Locate the word "Pigeon" in the entries below, then gather every line that holds it.

#### Exercise data:

######

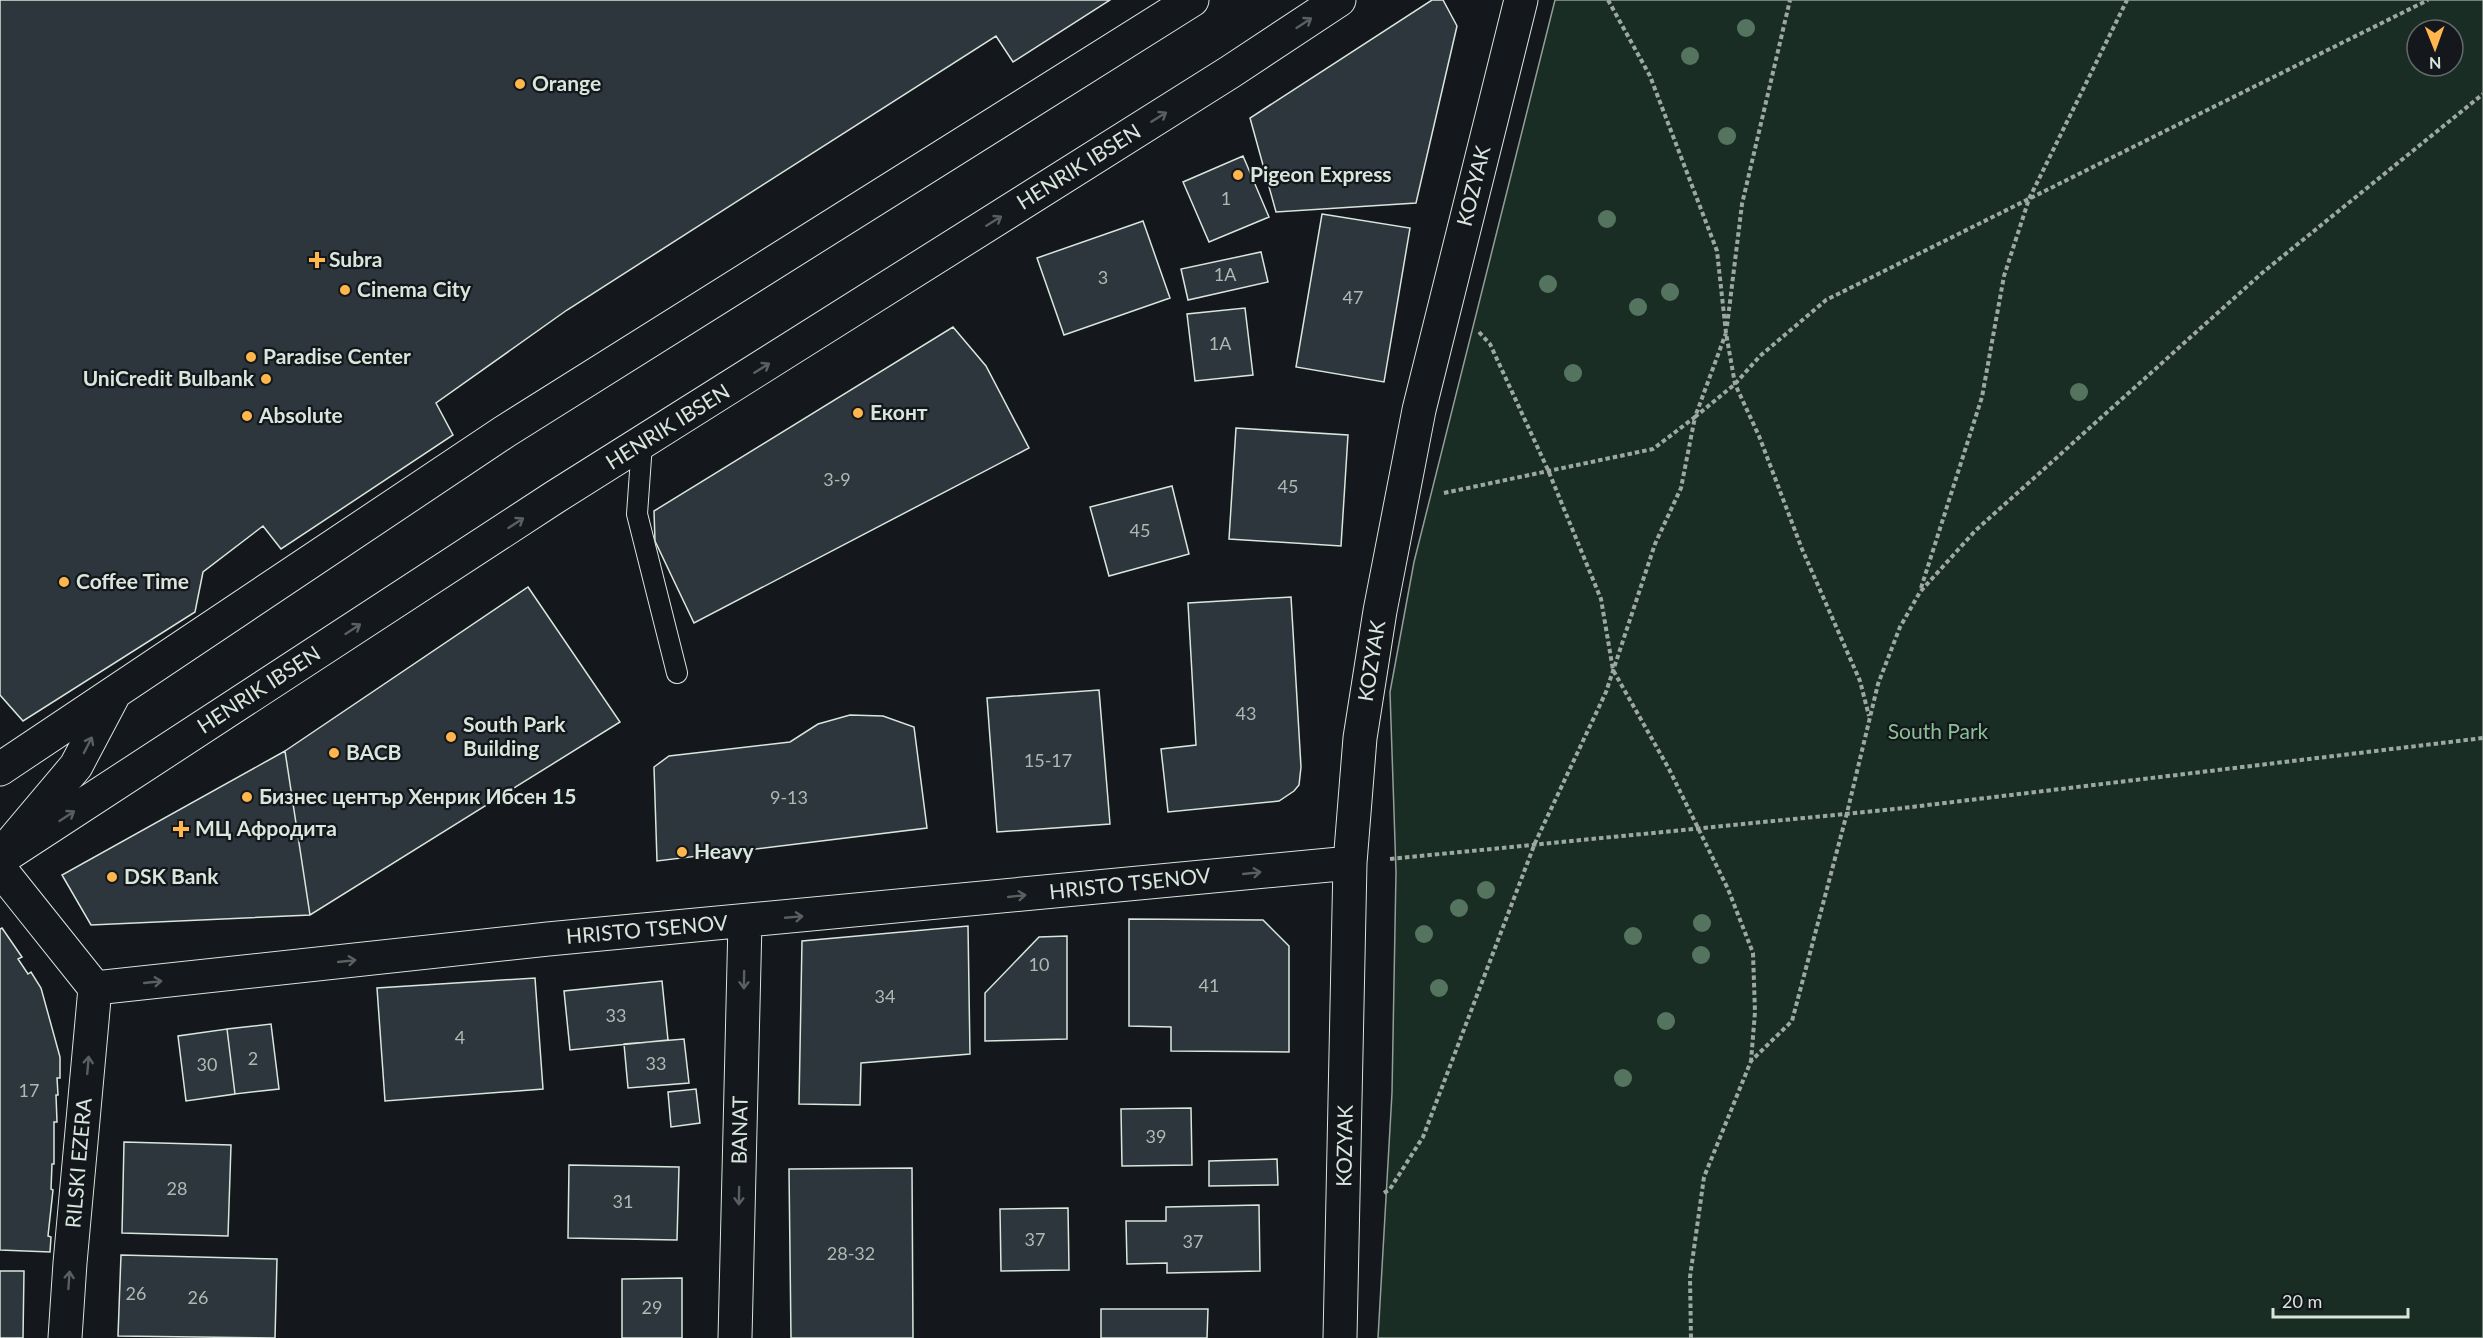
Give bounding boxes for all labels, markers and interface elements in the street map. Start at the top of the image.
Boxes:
one-way arrow [1295,17,1312,29]
north arrow [2405,18,2465,78]
text: N [2429,54,2442,73]
place label: Orange [532,70,601,95]
marker: Orange [513,77,527,91]
one-way arrow [1150,110,1167,122]
street label: HENRIK IBSEN [1012,118,1145,214]
street label: KOZYAK [1451,143,1495,228]
place label: Pigeon Express [1250,161,1392,186]
marker: Pigeon Express [1231,168,1245,182]
house number: 1 [1221,187,1231,209]
one-way arrow [985,214,1002,226]
place label: Subra [329,246,382,271]
marker: Subra [310,253,324,267]
house number: 1А [1214,263,1237,285]
house number: 3 [1098,266,1108,288]
place label: Cinema City [357,276,472,301]
marker: Cinema City [338,283,352,297]
house number: 47 [1343,286,1363,308]
house number: 1А [1209,332,1232,354]
place label: Paradise Center [263,343,411,368]
marker: Paradise Center [244,350,258,364]
one-way arrow [753,361,770,373]
place label: UniCredit Bulbank [83,365,255,390]
marker: UniCredit Bulbank [259,372,273,386]
street label: HENRIK IBSEN [601,378,734,474]
place label: Еконт [870,399,928,424]
place label: Absolute [258,402,343,427]
marker: Еконт [851,406,865,420]
marker: Absolute [240,409,254,423]
house number: 3-9 [823,468,851,490]
house number: 45 [1278,475,1298,497]
one-way arrow [508,516,525,529]
house number: 45 [1130,519,1150,541]
place label: Coffee Time [76,568,189,593]
marker: Coffee Time [57,575,71,589]
street label: KOZYAK [1352,618,1389,703]
one-way arrow [344,623,361,635]
street label: HENRIK IBSEN [192,640,324,738]
house number: 43 [1236,702,1256,724]
place label: South Park Building [463,711,566,760]
park label: South Park [1888,718,1989,743]
marker: South Park Building [444,730,458,744]
one-way arrow [82,736,94,754]
place label: BACB [346,739,401,764]
marker: BACB [327,746,341,760]
house number: 15-17 [1024,749,1072,771]
place label: Бизнес център Хенрик Ибсен 15 [259,783,576,808]
house number: 9-13 [770,786,808,808]
marker: Бизнес център Хенрик Ибсен 15 [240,790,254,804]
one-way arrow [58,810,74,822]
place label: МЦ Афродита [195,815,337,840]
marker: МЦ Афродита [172,820,190,838]
place label: Heavy [694,838,755,863]
marker: Heavy [675,845,689,859]
street label: HRISTO TSENOV [1048,862,1213,903]
place label: DSK Bank [124,863,219,888]
one-way arrow [1242,867,1262,878]
marker: DSK Bank [105,870,119,884]
one-way arrow [1006,890,1026,901]
street label: HRISTO TSENOV [565,909,730,948]
one-way arrow [784,911,803,922]
house number: 10 [1029,953,1049,975]
one-way arrow [337,955,357,966]
one-way arrow [738,969,750,989]
house number: 41 [1199,974,1219,996]
one-way arrow [143,976,163,987]
house number: 34 [875,985,895,1007]
house number: 33 [606,1004,626,1026]
house number: 4 [455,1026,465,1048]
house number: 2 [248,1047,258,1069]
house number: 33 [646,1052,666,1074]
house number: 30 [197,1053,217,1075]
one-way arrow [83,1055,94,1075]
house number: 17 [19,1079,39,1101]
street label: BANAT [725,1095,752,1165]
street label: RILSKI EZERA [59,1096,96,1229]
street label: KOZYAK [1330,1105,1357,1187]
house number: 39 [1146,1125,1166,1147]
house number: 28 [167,1177,187,1199]
one-way arrow [733,1185,745,1205]
house number: 31 [613,1190,633,1212]
house number: 37 [1025,1228,1045,1250]
house number: 37 [1183,1230,1203,1252]
house number: 28-32 [827,1242,875,1264]
one-way arrow [63,1270,74,1290]
scale bar [2273,1281,2408,1319]
house number: 26 [126,1282,146,1304]
house number: 26 [188,1286,208,1308]
text: 20 m [2282,1290,2322,1312]
house number: 29 [642,1296,662,1318]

######

#### Answer to this exercise:
place label: Pigeon Express [1250,161,1392,186]
marker: Pigeon Express [1231,168,1245,182]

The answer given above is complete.